**AIM OF THE TASK:**
How many lines in the material below include the word "played"? Give only the number.

**DATA TO PROCESS:**
——————————
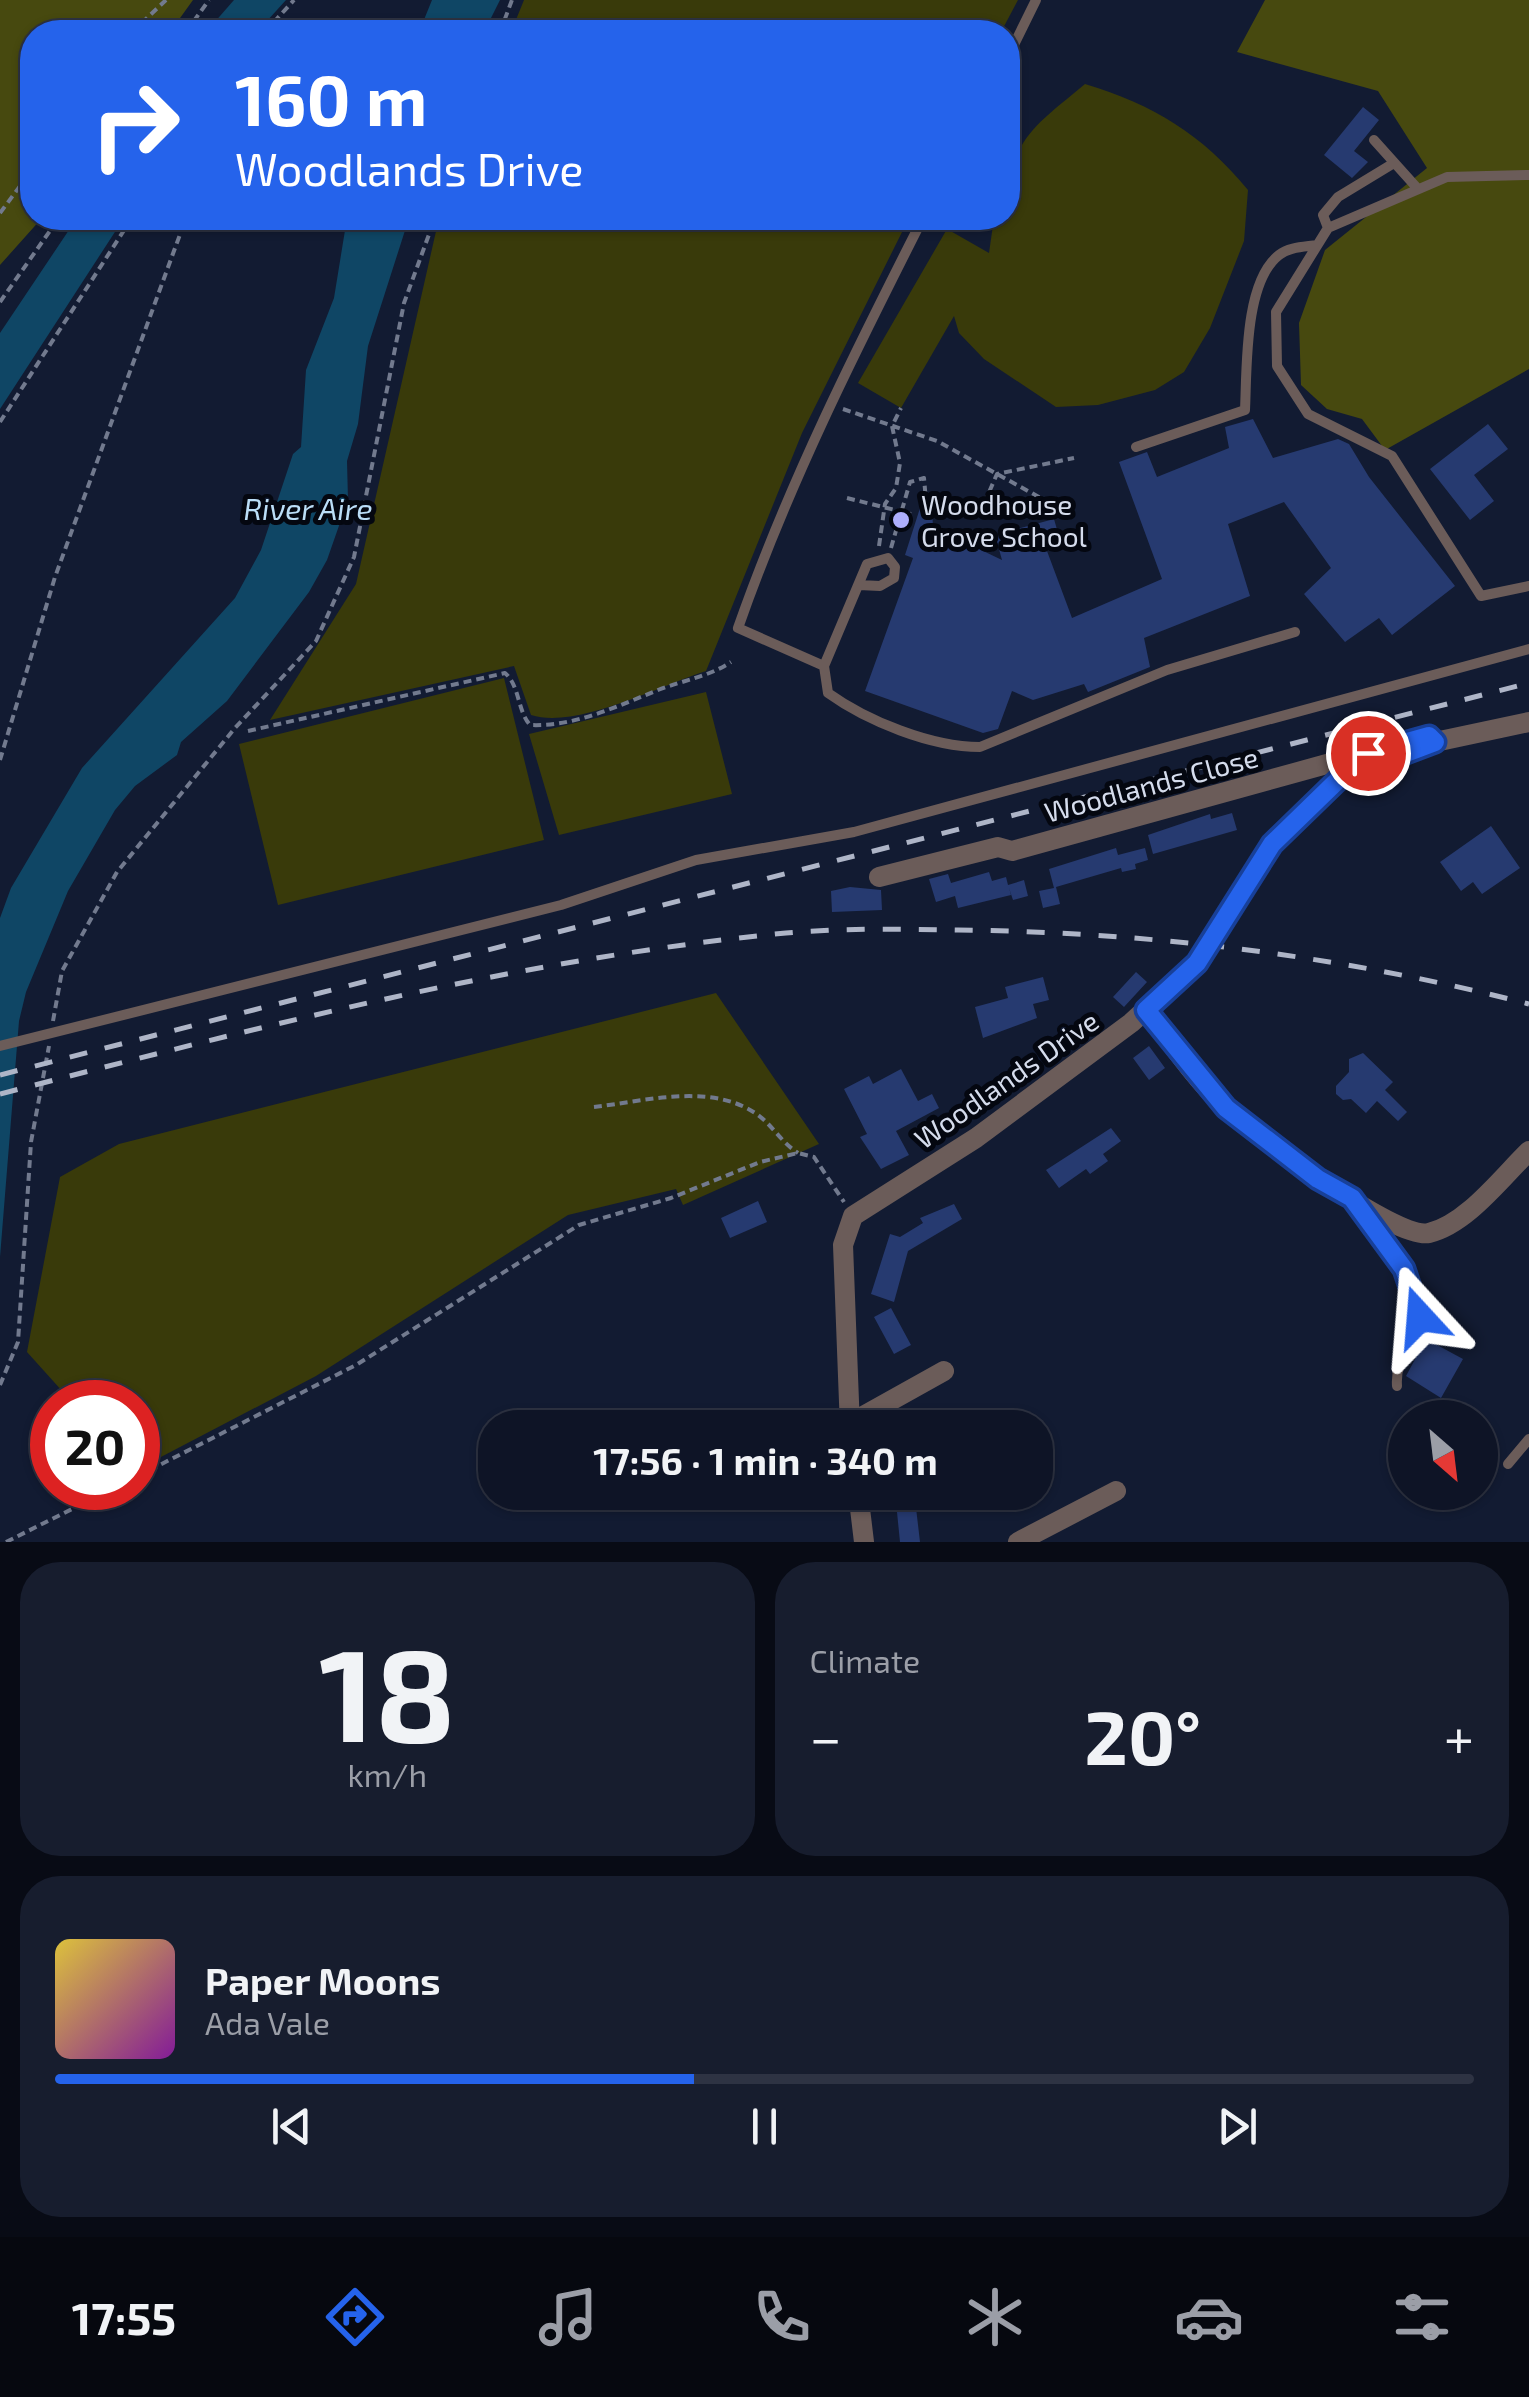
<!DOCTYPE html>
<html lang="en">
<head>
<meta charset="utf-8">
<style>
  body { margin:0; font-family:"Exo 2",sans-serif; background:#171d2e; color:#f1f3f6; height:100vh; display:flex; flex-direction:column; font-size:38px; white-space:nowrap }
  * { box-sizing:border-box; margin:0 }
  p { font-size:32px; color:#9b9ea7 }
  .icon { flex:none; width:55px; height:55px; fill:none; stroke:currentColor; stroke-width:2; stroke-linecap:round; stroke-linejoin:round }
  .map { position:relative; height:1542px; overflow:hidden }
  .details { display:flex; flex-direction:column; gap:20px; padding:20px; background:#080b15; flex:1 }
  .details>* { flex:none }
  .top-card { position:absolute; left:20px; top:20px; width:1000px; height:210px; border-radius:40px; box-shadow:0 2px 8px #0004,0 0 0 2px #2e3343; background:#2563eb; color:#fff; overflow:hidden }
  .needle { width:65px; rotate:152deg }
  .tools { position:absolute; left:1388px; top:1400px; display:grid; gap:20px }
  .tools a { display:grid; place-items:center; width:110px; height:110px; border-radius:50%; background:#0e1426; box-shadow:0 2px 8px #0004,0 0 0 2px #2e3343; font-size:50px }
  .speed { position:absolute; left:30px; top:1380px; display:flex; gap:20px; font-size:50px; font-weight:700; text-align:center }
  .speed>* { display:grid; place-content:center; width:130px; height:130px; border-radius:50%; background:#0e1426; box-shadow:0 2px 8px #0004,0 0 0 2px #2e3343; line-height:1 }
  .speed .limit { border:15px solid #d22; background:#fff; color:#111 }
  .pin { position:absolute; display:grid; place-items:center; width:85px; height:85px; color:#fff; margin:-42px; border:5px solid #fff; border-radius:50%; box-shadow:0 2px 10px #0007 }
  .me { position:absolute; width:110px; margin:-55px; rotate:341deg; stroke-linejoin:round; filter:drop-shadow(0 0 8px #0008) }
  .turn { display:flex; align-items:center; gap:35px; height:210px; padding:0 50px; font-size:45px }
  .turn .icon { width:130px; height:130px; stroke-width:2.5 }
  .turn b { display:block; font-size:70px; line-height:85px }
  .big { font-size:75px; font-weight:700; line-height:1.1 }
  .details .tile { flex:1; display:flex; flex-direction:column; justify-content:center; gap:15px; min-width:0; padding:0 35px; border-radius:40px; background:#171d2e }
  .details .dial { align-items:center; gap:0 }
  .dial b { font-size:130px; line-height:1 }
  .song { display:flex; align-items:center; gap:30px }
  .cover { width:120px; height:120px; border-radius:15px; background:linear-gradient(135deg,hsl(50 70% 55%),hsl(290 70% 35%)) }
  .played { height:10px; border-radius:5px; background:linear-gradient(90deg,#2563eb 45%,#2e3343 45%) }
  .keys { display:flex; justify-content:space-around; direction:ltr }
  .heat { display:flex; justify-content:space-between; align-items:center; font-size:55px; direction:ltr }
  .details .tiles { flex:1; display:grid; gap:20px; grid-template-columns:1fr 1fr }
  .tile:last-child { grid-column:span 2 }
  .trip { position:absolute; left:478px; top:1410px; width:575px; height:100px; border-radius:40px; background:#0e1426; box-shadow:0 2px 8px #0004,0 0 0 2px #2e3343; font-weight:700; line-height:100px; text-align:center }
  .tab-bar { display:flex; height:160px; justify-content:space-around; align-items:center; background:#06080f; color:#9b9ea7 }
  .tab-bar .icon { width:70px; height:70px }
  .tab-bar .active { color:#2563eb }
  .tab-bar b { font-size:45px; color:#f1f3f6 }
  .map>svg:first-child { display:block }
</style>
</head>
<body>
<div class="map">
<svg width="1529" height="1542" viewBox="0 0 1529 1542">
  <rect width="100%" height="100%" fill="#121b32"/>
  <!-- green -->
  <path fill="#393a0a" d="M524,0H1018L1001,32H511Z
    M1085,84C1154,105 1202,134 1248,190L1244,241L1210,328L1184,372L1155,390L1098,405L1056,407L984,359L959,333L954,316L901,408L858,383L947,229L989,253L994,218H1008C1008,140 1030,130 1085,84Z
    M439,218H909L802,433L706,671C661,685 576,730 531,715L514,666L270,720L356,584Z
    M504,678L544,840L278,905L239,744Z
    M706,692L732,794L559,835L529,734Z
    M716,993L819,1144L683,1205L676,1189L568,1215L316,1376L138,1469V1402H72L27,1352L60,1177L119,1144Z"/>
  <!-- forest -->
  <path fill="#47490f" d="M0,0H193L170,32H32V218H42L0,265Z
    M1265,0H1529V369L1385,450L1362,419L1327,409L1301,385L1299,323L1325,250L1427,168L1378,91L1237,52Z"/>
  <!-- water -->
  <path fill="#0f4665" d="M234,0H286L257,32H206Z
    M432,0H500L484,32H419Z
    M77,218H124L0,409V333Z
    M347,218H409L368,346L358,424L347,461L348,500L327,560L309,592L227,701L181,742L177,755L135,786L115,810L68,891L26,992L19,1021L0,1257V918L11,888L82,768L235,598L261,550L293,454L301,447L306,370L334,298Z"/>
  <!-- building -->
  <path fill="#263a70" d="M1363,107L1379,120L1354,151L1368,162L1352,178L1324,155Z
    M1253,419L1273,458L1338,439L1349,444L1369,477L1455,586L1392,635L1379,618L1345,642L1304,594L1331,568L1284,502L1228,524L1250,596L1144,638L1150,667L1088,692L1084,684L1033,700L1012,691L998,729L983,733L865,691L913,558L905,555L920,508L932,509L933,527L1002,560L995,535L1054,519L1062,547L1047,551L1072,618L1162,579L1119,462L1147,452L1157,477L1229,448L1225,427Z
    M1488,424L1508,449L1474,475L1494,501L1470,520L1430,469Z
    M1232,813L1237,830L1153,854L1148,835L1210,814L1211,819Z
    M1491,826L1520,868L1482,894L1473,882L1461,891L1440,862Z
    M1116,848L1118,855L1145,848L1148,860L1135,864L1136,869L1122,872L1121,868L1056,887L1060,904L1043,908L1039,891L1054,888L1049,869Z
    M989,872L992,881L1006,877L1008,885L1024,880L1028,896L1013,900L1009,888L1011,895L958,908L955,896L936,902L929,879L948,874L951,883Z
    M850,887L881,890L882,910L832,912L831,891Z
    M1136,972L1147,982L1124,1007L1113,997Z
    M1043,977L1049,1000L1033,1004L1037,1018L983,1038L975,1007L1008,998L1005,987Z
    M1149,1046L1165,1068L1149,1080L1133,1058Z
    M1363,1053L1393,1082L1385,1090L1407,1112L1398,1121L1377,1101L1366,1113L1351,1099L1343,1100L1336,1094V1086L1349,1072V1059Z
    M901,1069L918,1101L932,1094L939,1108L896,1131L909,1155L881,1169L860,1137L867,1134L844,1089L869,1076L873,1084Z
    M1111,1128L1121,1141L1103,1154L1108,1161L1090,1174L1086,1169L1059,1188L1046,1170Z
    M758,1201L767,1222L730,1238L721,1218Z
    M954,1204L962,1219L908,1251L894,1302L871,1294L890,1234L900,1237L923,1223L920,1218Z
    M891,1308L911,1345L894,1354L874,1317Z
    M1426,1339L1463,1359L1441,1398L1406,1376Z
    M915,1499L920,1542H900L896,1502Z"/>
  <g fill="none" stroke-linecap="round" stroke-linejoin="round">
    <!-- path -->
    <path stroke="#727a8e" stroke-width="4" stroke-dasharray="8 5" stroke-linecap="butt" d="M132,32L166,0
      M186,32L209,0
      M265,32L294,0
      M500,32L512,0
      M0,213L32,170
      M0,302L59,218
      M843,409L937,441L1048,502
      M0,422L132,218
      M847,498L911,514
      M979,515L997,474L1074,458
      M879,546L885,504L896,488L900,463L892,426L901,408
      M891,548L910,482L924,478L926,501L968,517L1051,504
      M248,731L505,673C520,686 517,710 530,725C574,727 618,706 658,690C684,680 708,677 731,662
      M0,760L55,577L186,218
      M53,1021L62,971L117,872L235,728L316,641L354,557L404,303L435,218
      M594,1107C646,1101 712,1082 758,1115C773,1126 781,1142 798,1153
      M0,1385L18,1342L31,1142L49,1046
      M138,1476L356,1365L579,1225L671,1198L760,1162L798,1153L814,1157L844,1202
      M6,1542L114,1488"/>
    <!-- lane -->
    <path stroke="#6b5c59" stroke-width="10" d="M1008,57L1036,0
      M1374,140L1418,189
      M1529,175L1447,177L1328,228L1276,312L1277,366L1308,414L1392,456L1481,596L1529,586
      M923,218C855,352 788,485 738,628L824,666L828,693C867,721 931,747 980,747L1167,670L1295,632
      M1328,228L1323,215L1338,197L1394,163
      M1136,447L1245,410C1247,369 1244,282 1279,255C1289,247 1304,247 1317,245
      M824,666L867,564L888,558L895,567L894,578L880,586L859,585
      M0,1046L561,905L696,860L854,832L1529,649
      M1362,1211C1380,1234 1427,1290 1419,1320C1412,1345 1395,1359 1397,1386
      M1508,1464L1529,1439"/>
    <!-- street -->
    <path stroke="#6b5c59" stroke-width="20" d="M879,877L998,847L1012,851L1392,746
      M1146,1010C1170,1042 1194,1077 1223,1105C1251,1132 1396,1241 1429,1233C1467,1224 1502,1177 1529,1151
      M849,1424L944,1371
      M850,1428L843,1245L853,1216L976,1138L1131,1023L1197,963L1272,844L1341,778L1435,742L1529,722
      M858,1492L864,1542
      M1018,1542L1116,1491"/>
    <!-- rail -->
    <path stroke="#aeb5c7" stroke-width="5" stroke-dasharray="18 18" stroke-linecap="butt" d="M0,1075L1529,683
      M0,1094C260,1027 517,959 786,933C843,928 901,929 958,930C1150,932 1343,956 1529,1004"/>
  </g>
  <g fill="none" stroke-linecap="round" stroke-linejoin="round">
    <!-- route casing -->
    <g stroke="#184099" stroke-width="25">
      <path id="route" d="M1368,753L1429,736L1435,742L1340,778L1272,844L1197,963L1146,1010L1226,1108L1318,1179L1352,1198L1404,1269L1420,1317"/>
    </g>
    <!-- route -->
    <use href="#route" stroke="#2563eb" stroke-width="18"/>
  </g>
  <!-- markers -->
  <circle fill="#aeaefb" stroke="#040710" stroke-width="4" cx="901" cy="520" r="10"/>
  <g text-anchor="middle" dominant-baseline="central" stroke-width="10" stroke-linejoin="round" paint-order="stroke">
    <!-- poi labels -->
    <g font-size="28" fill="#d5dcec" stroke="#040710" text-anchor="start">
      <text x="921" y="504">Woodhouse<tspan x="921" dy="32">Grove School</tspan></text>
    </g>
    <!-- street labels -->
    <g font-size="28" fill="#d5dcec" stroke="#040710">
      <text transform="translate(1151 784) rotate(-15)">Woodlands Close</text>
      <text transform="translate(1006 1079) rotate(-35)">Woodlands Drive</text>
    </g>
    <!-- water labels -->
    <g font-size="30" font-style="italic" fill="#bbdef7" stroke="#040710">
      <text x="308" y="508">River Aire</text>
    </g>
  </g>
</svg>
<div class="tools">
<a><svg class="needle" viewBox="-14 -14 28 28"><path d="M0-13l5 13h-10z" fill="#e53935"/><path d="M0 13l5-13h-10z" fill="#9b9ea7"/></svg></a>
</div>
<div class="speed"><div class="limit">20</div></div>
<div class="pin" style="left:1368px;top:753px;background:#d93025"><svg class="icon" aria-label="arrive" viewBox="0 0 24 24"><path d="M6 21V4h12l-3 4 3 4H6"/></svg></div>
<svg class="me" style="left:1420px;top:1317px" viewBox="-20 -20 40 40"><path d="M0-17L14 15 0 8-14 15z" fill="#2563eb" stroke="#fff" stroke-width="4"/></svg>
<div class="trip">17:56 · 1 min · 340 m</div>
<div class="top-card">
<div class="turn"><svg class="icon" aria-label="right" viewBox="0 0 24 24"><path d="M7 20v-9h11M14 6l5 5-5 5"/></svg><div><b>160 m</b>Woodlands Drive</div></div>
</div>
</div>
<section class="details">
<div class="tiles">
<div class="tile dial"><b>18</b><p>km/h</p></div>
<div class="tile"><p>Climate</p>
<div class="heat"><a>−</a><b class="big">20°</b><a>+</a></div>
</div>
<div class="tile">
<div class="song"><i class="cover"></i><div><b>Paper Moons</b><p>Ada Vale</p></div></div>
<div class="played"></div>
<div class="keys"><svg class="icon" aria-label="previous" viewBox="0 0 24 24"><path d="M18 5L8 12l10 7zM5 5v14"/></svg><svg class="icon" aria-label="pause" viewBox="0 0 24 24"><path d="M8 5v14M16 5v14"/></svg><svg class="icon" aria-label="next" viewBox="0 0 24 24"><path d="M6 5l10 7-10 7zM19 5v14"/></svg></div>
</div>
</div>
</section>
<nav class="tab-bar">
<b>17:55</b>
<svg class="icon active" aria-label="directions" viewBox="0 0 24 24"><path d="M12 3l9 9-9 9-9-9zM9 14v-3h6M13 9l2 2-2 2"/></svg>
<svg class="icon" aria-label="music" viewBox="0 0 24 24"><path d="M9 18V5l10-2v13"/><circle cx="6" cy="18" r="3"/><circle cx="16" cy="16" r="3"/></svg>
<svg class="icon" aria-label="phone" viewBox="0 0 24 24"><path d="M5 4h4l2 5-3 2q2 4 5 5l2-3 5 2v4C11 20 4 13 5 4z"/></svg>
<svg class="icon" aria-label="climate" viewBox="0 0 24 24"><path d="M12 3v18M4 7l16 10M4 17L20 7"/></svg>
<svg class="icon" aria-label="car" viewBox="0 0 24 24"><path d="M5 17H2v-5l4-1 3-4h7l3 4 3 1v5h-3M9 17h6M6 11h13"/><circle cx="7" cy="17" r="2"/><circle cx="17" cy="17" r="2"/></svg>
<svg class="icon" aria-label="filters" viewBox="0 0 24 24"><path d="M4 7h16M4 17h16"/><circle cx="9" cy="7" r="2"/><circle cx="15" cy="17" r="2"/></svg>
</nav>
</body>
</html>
——————————
**EXPECTED ANSWER:**
2